Michelle urges girls to hold leaders accountable

AFP
SIEM REAP
Michelle Obama called on schoolgirls to stay in school to push for equality and hold their leaders accountable on Saturday during the first trip by a sitting US president’s wife to Cambodia.
The First Lady is visiting Cambodia - ruled by strongman Prime Minister Hun Sen for the last thirty years - to highlight what she has described as a ‘crisis’ in women’s education with 62 million girls around the world denied schooling, primarily for economic or cultural reasons. ‘When girls get educated, when they learn to read and write and think, that gives them the tools to speak up and talk about injustice and demand equal treatment,’ she said in a speech to Peace Corps volunteers in Siem Reap. ‘It helps them participate in the political life of their country and hold their leaders accountable,’ she added.
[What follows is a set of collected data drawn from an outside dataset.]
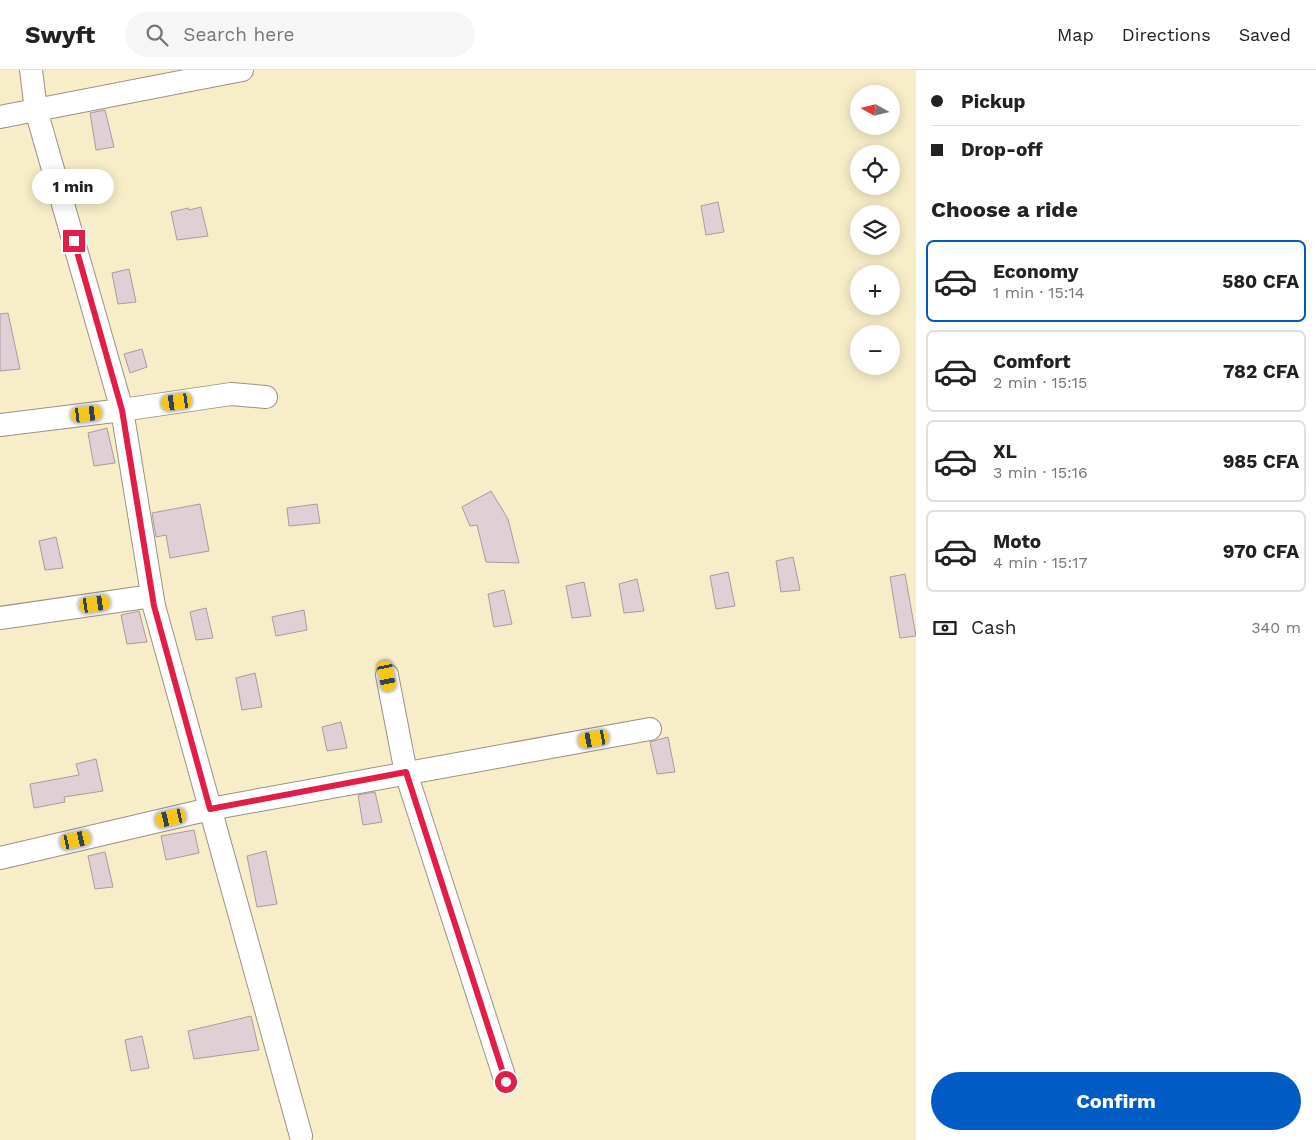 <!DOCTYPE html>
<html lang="en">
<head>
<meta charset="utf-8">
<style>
	:root { --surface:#fff; --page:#f6f6f6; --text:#222; --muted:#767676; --line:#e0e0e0; --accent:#005bc4 }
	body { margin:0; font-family:"Work Sans",sans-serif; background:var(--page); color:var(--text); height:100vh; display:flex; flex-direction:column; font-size:19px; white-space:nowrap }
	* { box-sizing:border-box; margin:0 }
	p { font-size:16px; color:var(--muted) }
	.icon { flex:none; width:28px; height:28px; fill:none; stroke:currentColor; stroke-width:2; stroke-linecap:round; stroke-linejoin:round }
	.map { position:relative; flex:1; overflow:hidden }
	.sheet { display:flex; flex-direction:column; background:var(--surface); width:400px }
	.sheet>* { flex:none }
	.top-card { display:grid; align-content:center; height:110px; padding:0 15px; background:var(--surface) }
	.needle { width:32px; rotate:278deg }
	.buttons { position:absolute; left:850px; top:15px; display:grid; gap:10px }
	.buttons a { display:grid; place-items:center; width:50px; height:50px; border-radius:50%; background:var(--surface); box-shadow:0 2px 12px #0003; font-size:25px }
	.end { position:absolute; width:22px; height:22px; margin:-11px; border:6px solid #e11d48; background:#fff; box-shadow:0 0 0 2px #fff }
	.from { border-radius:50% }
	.bubble { position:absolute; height:35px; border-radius:18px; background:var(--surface); box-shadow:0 2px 12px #0003; font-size:16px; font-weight:700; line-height:35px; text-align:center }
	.car { position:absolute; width:15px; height:30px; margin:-15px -8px; border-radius:6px; box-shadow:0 0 4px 1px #0007; background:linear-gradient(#f5c518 24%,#345 0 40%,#f5c518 0 76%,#345 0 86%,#f5c518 0) }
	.top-card b { display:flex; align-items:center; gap:18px; height:48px; font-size:19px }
	.top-card b+b { border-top:1px solid var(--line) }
	.top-card i { width:12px; height:12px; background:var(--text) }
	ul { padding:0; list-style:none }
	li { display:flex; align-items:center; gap:15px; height:82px; margin:0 10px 8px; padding:0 5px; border:2px solid var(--line); border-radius:8px }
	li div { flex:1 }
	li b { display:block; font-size:19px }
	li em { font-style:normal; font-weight:700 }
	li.on { border-color:var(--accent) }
	li>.icon { width:45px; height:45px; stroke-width:1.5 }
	h2 { padding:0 15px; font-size:22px; line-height:60px }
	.pay { display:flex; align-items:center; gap:12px; height:55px; padding:0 15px; font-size:19px }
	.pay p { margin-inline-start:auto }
	.button { display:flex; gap:10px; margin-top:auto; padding:10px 15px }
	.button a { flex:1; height:58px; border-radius:30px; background:var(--accent); color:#fff; font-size:20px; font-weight:700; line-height:58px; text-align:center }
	header { display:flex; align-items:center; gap:30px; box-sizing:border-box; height:70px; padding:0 25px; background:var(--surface); border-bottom:1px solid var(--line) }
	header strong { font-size:24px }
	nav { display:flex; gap:28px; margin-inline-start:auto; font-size:18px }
	.search { width:350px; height:45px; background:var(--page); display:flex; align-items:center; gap:12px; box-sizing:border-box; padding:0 18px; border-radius:28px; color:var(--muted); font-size:19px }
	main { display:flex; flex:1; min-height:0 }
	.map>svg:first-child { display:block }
	.sand { fill:#f7edc8; fill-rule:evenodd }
	.building { fill:#e0cfd4; stroke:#aa9b9f }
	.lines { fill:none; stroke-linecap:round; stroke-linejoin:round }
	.minor-casing { stroke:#9a9186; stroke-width:24 }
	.minor { stroke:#fff; stroke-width:22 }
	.route { stroke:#e11d48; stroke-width:6 }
</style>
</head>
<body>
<header>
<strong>Swyft</strong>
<div class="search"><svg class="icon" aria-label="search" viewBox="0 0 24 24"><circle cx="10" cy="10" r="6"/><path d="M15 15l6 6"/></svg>Search here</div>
<nav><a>Map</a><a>Directions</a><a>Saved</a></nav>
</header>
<main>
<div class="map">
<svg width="916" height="1070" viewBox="0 0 916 1070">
	<rect width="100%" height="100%" fill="#fff5e9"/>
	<!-- sand -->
	<path class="sand" d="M0,0H916V1070H0ZM859,24H891V56H859ZM859,84H891V116H859ZM859,144H891V176H859ZM859,204H891V236H859ZM859,264H891V296H859Z"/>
	<!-- building -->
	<path class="building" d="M105,40L114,77L96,80L90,43Z
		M718,132L724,162L706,165L701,136Z
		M201,137L208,166L177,170L171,142L188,138L189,140Z
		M129,199L136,232L118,234L112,203Z
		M8,243L20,299L0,301V244Z
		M142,279L147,297L130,303L124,284Z
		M107,358L115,393L94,396L88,363Z
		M491,421L508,449L519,493L486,492L477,455L470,456L462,437Z
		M200,434L209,481L170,488L166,465L156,467L152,443Z
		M317,434L320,453L289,456L287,438Z
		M56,467L63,498L45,500L39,471Z
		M793,487L800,520L781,522L776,491Z
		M728,502L735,536L716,539L710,506Z
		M905,504L916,566L900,568L890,507Z
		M637,509L644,541L624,543L619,514Z
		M584,512L591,546L572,548L566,516Z
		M504,520L512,554L494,557L488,524Z
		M206,538L213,568L196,570L190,542Z
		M304,540L307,560L276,566L272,547Z
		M139,541L147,572L127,574L121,545Z
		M255,603L262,637L242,640L236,608Z
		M341,652L347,678L327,681L322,657Z
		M668,667L675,702L657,704L650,672Z
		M96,689L103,721L64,727L65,732L34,738L30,714L79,705L76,694Z
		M375,722L382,752L363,755L358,725Z
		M194,760L199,783L166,790L161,766Z
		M266,781L277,834L257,837L247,786Z
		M105,782L113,817L95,819L88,786Z
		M251,946L259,980L194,989L188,961Z
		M142,966L149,998L131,1001L125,970Z"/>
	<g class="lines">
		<defs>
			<path id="minor" d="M0,47L242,0
				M266,327L231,324L122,340L154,536L301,1066
				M0,355L122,340L36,40L31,0
				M0,548L152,526
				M387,605L406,703L506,1012
				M0,788L210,739L650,659"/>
		</defs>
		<!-- minor casing -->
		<use href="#minor" class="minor-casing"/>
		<!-- minor -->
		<use href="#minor" class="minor"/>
	</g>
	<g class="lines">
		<!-- route -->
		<path class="route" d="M74,171L122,340L154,536L210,739L406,702L506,1012"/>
	</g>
</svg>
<div class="buttons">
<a><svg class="needle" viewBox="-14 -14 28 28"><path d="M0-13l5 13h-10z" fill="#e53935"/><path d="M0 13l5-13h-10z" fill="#767676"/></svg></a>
<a><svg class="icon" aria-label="locate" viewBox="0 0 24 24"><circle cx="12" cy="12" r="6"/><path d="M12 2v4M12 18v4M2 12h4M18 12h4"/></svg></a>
<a><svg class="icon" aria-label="layers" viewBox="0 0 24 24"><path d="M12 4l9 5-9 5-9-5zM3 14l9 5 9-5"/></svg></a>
<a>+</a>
<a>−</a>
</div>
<i class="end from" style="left:506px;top:1012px"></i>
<i class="end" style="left:74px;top:171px"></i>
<div class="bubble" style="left:32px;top:99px;width:82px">1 min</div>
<i class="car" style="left:177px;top:332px;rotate:262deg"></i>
<i class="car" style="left:87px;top:344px;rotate:83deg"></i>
<i class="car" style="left:95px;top:534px;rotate:81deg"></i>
<i class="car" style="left:387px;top:606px;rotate:169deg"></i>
<i class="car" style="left:594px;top:669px;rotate:260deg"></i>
<i class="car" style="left:171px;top:748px;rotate:257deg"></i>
<i class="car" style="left:76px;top:770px;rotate:77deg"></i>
</div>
<section class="sheet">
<div class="top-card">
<b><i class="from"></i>Pickup</b>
<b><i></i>Drop-off</b>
</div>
<h2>Choose a ride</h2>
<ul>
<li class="on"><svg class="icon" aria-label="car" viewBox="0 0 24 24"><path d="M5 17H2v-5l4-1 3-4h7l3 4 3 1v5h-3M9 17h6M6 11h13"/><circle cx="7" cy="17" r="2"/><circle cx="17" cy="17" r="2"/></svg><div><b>Economy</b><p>1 min · 15:14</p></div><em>580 CFA</em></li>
<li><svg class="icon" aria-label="car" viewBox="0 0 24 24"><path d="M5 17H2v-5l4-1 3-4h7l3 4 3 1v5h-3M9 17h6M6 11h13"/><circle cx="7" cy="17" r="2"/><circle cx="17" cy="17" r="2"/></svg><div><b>Comfort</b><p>2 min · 15:15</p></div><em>782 CFA</em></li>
<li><svg class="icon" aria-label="car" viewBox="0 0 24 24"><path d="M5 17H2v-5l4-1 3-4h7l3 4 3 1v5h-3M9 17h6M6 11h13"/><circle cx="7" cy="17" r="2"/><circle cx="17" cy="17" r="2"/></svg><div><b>XL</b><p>3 min · 15:16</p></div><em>985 CFA</em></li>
<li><svg class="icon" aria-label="car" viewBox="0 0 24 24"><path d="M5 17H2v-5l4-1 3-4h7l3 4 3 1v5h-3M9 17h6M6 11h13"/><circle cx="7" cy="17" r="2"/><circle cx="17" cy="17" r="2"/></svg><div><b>Moto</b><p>4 min · 15:17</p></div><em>970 CFA</em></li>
</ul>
<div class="pay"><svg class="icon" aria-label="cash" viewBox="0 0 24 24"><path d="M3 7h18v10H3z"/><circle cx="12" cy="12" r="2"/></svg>Cash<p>340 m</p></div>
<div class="button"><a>Confirm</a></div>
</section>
</main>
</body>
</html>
Earlier in the day Obama - herself a Harvard-educated lawyer from a modest background - visited a school with the Cambodian premier’s wife Bun Rany to hear first hand from schoolgirls about the problems they face accessing education. The pair were greeted by students dressed in crisp black and white uniforms who waved Cambodian and US flags, greeting the First Lady in carefully practised English. Some of the students described the difficulties they had staying in school, faced with long journeys to class and pressure from their families to find work or complete household chores.